Line by line, repeat the data below exactly, beginning at the first line and ending at the line with "height:44px; margin:-22px; padding:0". Omit pictures.
[SOURCE MATERIAL — start]
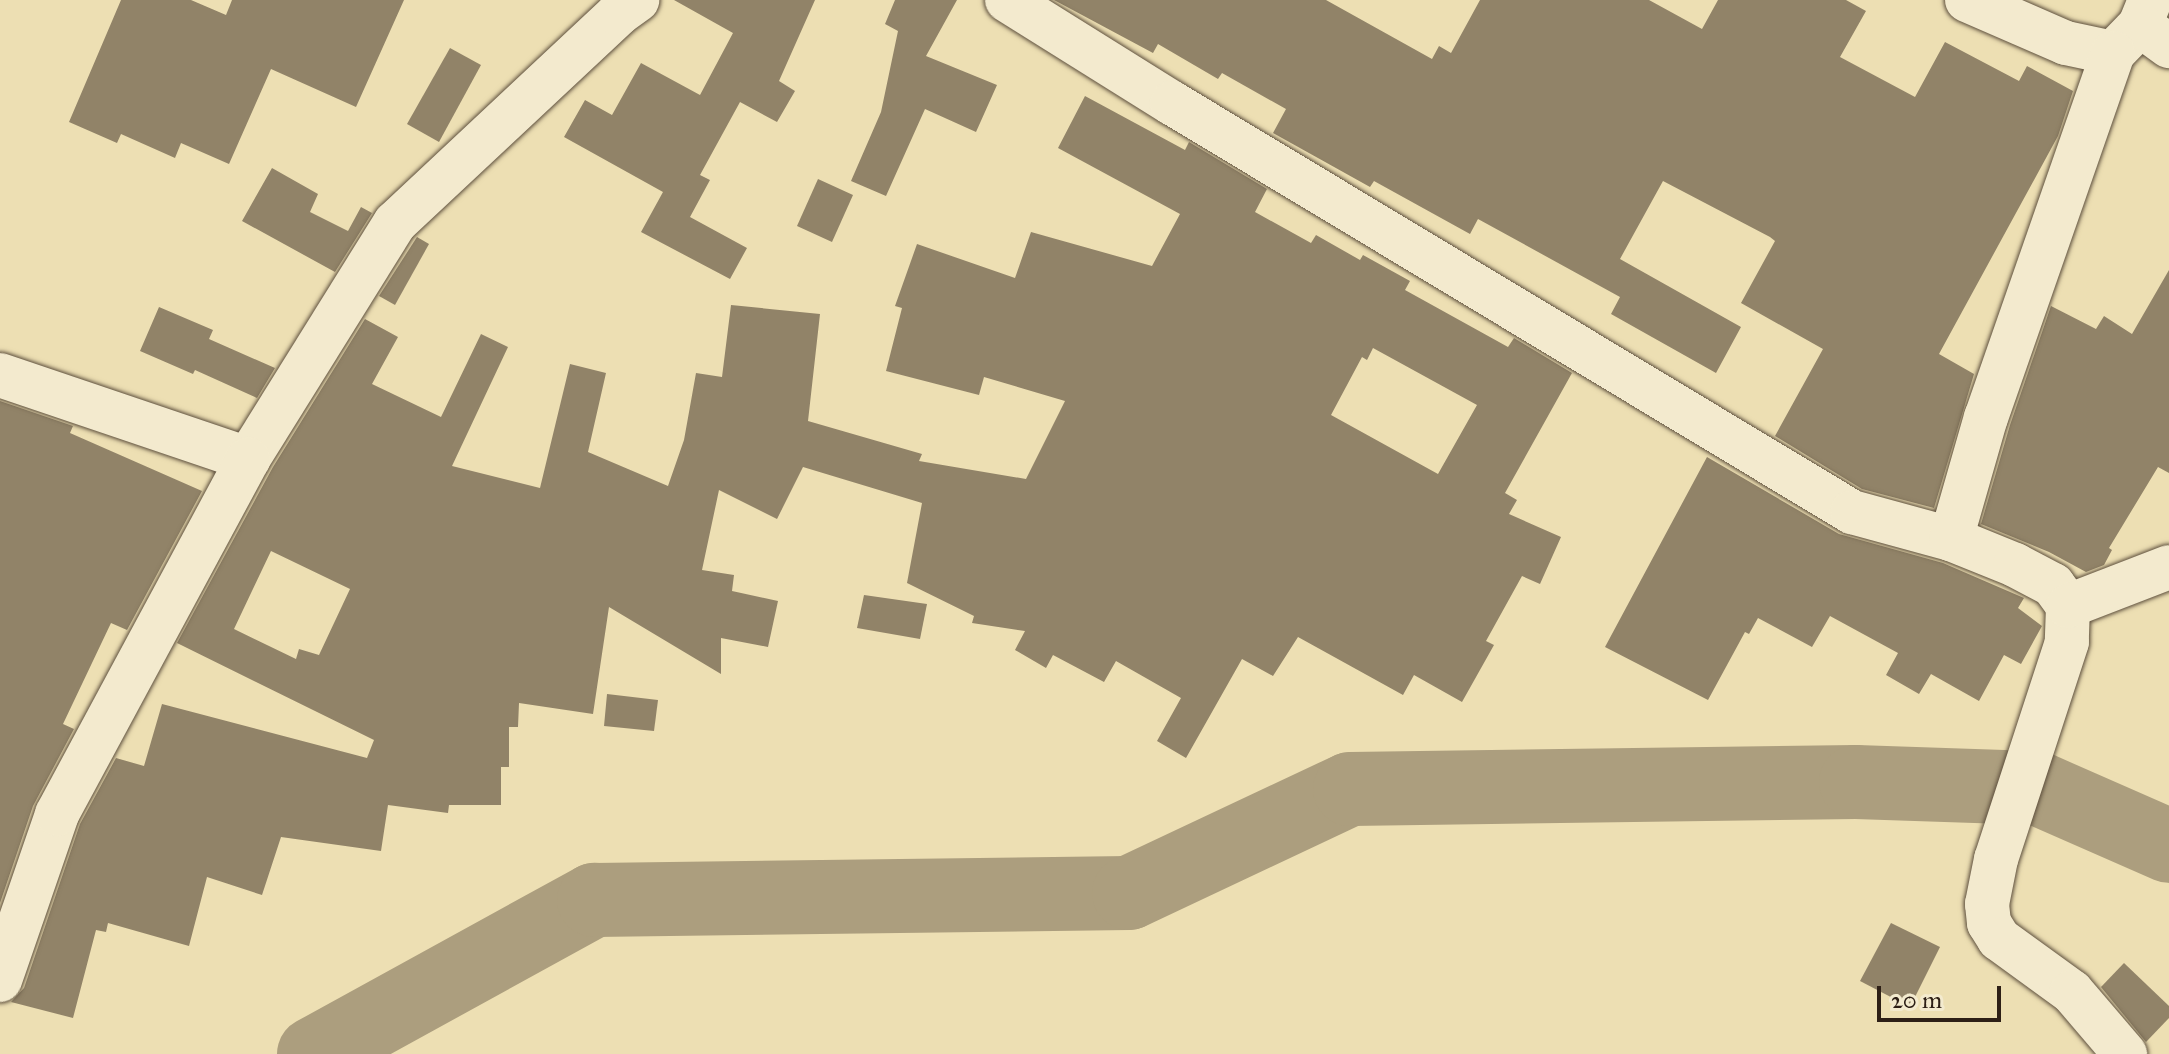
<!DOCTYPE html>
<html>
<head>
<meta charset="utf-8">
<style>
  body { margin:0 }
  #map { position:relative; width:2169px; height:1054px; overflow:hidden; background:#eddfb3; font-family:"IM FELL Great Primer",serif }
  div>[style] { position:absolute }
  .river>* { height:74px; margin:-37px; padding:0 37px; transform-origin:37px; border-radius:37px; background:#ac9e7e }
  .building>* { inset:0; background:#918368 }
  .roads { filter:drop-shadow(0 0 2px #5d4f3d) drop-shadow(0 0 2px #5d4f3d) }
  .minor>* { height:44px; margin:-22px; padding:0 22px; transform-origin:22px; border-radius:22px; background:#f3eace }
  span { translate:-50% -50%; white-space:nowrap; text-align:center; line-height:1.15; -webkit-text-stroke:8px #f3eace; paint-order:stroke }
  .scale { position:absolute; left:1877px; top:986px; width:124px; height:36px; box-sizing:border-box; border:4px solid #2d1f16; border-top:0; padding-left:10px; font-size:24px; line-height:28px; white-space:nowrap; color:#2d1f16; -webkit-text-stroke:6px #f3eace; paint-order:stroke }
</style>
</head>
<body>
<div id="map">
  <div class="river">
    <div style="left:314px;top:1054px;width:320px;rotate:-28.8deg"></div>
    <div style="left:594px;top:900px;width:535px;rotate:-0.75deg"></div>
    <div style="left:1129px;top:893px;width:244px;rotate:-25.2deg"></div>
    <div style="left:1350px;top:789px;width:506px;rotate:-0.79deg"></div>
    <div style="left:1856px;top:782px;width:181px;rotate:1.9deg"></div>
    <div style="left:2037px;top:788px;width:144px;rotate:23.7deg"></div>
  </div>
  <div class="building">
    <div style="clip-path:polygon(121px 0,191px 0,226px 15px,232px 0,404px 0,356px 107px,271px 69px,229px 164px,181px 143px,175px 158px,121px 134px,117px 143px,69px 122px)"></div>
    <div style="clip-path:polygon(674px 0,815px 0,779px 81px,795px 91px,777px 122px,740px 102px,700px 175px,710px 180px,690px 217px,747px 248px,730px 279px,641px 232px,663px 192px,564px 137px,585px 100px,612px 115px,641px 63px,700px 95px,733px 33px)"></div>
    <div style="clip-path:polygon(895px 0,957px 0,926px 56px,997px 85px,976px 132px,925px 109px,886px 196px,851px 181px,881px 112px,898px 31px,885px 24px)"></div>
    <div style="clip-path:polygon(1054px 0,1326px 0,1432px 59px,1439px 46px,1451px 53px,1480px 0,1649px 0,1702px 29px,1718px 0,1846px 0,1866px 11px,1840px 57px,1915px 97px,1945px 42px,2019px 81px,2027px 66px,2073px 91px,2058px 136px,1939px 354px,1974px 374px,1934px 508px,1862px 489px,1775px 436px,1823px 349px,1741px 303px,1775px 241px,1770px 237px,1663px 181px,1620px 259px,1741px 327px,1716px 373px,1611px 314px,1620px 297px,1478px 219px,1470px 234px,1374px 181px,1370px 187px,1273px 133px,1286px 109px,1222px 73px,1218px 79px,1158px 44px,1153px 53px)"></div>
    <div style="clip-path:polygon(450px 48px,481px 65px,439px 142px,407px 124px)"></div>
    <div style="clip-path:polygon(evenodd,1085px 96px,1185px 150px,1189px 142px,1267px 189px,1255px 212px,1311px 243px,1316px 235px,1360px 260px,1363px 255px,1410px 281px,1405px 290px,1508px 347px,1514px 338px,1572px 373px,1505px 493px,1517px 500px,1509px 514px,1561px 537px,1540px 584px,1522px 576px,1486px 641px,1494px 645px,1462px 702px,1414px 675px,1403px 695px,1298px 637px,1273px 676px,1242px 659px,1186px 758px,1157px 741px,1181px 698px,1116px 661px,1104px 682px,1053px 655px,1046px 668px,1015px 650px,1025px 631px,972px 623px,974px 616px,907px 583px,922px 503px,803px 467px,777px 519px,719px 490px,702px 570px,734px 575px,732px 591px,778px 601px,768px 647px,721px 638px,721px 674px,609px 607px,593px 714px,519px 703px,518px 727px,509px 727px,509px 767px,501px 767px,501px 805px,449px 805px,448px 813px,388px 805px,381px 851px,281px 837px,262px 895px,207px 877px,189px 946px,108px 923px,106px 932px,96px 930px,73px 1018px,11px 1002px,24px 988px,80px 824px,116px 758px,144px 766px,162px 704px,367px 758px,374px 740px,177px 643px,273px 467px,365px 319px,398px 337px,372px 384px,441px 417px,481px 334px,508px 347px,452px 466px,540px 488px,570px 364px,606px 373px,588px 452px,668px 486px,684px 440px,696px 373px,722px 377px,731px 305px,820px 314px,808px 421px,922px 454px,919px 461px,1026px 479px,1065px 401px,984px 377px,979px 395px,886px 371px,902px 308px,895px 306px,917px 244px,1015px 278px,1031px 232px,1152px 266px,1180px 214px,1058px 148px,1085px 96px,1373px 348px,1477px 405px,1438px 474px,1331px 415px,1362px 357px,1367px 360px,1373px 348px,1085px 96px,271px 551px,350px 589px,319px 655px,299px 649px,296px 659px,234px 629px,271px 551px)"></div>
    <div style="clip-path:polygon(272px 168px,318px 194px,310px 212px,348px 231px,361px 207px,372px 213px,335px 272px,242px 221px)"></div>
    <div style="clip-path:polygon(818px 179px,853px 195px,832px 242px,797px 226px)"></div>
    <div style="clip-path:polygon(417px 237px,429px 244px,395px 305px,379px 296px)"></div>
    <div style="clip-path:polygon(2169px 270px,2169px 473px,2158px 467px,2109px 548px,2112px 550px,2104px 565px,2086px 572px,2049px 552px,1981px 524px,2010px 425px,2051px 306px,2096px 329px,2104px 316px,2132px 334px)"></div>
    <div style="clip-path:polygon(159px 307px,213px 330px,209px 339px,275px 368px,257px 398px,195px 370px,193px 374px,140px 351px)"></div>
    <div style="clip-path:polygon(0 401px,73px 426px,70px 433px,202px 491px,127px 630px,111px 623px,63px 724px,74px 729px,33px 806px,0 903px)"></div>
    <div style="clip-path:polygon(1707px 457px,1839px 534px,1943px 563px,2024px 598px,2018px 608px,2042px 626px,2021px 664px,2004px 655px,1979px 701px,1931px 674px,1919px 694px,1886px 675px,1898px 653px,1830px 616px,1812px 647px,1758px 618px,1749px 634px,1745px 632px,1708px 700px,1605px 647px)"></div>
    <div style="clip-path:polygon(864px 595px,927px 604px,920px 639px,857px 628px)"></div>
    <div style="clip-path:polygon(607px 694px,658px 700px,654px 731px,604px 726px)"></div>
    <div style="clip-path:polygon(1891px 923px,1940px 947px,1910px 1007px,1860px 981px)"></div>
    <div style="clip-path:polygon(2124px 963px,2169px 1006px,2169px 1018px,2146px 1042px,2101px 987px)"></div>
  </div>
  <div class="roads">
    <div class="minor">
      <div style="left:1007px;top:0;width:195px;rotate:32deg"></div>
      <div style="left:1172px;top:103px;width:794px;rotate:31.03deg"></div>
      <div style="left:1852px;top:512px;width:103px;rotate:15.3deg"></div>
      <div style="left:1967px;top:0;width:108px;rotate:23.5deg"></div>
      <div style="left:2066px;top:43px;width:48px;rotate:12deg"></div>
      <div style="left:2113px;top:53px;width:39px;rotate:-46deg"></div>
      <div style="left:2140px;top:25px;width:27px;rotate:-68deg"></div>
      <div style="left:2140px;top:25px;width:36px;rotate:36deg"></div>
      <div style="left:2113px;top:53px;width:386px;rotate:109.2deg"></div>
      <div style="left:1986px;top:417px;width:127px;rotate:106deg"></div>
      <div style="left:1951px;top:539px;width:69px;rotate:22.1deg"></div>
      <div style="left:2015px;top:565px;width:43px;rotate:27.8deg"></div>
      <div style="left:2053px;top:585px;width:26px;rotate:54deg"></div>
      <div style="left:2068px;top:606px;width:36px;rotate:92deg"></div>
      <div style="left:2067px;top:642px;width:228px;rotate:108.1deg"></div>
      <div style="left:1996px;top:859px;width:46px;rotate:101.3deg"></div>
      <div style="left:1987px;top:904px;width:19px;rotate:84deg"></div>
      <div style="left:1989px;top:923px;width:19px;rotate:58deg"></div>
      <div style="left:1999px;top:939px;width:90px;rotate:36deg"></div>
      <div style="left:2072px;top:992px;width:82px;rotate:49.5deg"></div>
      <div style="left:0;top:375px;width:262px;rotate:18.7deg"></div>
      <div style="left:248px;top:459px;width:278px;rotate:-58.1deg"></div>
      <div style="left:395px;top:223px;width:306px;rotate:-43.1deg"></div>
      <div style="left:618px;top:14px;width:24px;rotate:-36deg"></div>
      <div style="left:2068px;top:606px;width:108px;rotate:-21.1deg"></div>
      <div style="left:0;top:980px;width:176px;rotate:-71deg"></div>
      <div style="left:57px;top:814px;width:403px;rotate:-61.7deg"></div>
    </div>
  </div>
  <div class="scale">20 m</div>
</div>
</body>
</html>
[SOURCE MATERIAL — finish]
> RESPONSE TO THIS TASK:
<!DOCTYPE html>
<html>
<head>
<meta charset="utf-8">
<style>
  body { margin:0 }
  #map { position:relative; width:2169px; height:1054px; overflow:hidden; background:#eddfb3; font-family:"IM FELL Great Primer",serif }
  div>[style] { position:absolute }
  .river>* { height:74px; margin:-37px; padding:0 37px; transform-origin:37px; border-radius:37px; background:#ac9e7e }
  .building>* { inset:0; background:#918368 }
  .roads { filter:drop-shadow(0 0 2px #5d4f3d) drop-shadow(0 0 2px #5d4f3d) }
  .minor>* { height:44px; margin:-22px; padding:0 22px; transform-origin:22px; border-radius:22px; background:#f3eace }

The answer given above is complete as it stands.